» WORK ORDER
Pull out every line below holding the word "none".

» DATA EXCERPTS
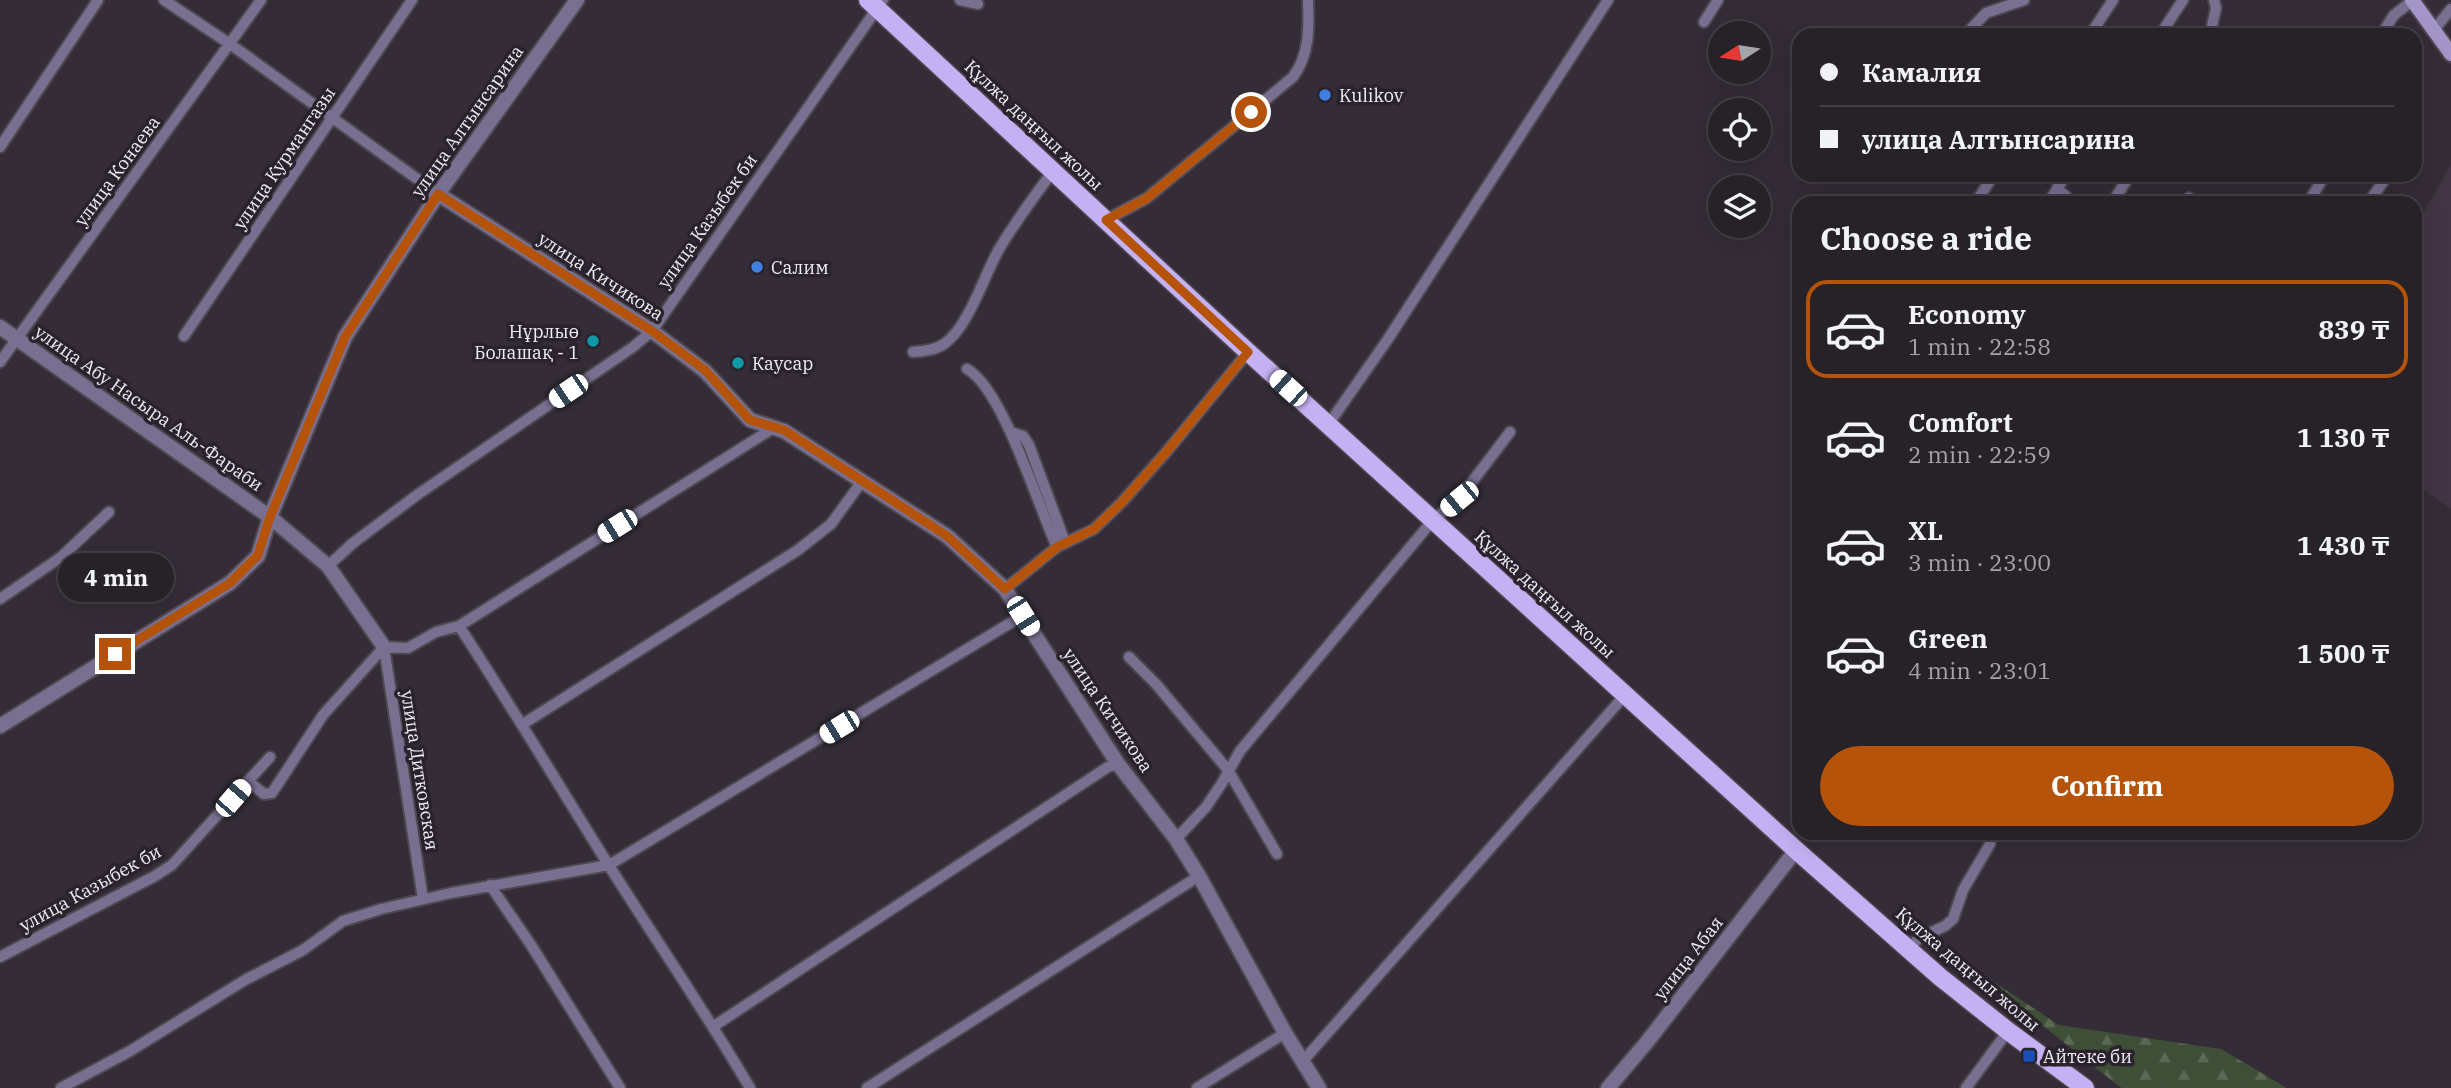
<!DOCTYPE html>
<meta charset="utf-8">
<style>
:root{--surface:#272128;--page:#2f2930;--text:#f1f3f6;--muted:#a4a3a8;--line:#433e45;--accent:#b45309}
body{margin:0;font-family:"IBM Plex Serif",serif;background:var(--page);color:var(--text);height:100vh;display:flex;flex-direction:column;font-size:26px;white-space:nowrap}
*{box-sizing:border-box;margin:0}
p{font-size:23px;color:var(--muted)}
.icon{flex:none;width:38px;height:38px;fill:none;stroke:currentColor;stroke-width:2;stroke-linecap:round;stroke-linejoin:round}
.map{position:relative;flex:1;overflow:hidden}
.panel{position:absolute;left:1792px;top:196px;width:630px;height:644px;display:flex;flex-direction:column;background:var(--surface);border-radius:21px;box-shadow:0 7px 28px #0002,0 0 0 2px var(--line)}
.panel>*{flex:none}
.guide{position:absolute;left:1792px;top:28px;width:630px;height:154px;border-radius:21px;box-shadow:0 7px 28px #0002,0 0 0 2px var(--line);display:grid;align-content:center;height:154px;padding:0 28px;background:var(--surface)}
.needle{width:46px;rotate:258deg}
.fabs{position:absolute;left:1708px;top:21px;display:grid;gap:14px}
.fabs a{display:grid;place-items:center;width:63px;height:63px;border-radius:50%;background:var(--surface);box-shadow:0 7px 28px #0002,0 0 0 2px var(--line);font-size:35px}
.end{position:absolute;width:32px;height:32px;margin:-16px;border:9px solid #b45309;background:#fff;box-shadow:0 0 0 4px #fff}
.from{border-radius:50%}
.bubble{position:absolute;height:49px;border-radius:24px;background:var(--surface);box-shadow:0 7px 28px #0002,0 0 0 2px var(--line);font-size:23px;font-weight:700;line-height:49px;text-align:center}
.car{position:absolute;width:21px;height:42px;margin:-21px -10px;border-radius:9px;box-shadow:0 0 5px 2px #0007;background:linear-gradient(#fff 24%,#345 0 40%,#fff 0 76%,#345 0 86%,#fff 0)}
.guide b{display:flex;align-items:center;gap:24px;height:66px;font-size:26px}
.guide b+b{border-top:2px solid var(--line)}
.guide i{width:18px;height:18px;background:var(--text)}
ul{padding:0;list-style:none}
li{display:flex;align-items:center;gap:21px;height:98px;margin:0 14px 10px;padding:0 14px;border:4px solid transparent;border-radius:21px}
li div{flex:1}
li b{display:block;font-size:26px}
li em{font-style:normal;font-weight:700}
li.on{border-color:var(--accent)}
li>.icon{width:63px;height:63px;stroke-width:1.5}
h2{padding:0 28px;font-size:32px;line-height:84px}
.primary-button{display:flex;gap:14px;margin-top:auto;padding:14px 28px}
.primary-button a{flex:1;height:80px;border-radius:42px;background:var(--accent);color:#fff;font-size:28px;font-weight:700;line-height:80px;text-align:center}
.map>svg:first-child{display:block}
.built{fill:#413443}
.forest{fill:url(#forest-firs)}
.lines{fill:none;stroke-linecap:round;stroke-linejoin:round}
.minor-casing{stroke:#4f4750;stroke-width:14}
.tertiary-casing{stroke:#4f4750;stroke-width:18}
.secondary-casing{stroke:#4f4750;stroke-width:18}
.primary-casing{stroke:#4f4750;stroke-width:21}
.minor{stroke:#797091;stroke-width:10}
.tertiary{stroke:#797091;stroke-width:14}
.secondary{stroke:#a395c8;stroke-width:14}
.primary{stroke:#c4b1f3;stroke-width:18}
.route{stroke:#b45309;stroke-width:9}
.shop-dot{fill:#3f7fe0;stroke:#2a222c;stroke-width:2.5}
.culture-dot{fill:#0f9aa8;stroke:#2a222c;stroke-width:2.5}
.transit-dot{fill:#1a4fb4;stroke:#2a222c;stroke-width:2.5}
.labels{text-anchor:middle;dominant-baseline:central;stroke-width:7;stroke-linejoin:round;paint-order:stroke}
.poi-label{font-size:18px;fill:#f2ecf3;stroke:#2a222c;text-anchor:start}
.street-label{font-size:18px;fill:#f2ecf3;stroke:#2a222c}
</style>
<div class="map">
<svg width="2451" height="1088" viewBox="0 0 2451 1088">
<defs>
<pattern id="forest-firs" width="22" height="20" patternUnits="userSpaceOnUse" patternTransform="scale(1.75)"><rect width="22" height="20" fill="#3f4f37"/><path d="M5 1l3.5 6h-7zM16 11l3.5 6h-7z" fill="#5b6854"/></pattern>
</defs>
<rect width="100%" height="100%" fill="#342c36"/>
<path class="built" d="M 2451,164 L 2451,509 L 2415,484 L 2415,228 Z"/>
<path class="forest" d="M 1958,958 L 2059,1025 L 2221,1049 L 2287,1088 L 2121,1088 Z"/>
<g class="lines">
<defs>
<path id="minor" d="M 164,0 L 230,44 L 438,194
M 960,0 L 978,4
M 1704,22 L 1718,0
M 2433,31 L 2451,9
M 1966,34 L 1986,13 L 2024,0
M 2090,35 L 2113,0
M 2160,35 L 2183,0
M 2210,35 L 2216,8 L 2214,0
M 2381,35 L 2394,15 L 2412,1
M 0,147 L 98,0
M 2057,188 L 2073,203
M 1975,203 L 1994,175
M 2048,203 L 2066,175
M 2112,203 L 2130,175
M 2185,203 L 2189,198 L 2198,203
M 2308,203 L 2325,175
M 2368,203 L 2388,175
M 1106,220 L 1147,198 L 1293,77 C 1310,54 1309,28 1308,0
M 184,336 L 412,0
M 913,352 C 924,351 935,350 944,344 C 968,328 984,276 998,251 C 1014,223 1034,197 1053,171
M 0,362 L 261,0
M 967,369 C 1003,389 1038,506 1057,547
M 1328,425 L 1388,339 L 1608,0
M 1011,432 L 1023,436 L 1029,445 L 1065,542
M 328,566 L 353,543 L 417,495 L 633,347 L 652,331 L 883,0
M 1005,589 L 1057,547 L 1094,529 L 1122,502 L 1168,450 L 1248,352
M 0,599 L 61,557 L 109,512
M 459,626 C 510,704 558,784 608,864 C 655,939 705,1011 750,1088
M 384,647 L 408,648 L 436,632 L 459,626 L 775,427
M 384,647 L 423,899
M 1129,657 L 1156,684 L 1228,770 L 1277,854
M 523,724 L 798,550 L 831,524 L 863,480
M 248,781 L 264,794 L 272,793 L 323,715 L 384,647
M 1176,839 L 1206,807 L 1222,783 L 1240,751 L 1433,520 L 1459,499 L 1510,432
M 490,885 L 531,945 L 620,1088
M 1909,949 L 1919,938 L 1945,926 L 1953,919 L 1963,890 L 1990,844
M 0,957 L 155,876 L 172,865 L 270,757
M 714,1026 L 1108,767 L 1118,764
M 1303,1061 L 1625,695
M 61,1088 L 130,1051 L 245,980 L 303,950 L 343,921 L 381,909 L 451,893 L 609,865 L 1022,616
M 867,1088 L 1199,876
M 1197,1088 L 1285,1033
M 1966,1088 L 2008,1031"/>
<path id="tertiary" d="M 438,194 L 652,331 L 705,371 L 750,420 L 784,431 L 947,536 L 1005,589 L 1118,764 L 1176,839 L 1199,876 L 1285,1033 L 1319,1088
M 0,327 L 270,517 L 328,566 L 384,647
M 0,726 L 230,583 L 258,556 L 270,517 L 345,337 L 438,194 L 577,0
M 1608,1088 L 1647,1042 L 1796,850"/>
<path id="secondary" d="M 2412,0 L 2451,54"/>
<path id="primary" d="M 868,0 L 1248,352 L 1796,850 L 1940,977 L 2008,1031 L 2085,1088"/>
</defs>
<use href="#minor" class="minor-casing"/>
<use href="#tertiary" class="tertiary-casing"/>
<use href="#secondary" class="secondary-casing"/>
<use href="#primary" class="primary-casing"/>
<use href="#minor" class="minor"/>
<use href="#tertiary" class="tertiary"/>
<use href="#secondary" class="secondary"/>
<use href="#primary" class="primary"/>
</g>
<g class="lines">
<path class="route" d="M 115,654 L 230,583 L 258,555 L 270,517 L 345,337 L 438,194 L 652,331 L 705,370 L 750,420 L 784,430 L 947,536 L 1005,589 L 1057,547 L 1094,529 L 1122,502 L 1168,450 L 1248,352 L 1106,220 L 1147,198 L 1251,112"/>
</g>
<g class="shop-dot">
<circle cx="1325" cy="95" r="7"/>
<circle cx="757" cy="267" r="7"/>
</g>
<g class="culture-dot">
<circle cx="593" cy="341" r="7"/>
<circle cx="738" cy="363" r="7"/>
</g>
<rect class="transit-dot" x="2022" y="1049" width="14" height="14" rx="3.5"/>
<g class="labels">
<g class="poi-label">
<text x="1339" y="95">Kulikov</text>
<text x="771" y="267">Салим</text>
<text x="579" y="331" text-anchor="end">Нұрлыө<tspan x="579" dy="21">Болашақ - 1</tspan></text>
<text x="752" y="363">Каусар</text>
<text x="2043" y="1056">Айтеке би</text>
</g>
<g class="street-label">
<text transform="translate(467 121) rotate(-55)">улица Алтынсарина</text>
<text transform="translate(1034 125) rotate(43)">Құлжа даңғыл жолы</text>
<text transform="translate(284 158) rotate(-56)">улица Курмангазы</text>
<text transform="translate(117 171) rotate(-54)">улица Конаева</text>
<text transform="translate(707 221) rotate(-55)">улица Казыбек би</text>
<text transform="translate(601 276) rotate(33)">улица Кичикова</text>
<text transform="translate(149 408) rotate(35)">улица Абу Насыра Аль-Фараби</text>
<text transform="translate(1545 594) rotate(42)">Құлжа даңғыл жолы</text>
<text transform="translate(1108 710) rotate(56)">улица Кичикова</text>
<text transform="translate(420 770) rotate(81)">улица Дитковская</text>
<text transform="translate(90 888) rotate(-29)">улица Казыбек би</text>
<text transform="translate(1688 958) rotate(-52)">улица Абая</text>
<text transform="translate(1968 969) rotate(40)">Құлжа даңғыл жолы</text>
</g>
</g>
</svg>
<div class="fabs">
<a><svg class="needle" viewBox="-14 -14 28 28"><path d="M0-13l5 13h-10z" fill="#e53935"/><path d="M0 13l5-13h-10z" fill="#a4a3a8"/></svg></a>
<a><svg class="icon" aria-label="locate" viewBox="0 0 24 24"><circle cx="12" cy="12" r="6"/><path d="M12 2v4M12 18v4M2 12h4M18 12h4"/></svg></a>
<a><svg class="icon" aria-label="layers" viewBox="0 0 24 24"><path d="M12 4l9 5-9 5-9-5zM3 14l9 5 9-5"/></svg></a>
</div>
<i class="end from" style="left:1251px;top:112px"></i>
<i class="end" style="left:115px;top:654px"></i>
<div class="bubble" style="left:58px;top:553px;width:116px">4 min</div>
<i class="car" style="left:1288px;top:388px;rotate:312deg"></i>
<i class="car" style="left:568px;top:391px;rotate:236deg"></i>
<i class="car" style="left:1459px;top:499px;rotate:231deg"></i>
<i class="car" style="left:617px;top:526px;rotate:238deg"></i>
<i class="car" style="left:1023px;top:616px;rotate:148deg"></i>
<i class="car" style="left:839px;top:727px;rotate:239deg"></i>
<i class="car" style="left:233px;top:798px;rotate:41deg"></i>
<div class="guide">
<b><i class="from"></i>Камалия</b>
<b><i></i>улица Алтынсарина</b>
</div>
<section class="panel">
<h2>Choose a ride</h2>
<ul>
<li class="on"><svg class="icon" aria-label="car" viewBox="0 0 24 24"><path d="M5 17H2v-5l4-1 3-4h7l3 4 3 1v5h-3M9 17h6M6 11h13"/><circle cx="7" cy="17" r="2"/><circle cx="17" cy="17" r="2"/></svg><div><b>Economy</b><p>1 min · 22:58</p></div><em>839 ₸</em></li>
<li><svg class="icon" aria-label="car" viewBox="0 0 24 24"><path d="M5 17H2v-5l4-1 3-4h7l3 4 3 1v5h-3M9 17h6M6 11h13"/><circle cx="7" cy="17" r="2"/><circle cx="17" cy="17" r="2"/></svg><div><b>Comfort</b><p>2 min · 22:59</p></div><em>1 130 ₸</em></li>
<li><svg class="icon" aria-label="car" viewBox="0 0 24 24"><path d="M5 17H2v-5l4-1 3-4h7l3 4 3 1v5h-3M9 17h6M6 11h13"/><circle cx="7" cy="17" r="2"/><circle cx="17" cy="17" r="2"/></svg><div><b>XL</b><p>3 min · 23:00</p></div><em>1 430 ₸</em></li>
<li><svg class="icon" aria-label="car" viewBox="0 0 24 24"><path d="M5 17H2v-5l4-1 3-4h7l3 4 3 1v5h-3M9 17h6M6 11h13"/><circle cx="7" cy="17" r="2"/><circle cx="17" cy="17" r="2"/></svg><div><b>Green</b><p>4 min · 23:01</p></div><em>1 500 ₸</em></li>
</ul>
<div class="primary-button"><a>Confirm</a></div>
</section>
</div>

» EXERCISE OUTPUT
.icon{flex:none;width:38px;height:38px;fill:none;stroke:currentColor;stroke-width:2;stroke-linecap:round;stroke-linejoin:round}
.panel>*{flex:none}
ul{padding:0;list-style:none}
.lines{fill:none;stroke-linecap:round;stroke-linejoin:round}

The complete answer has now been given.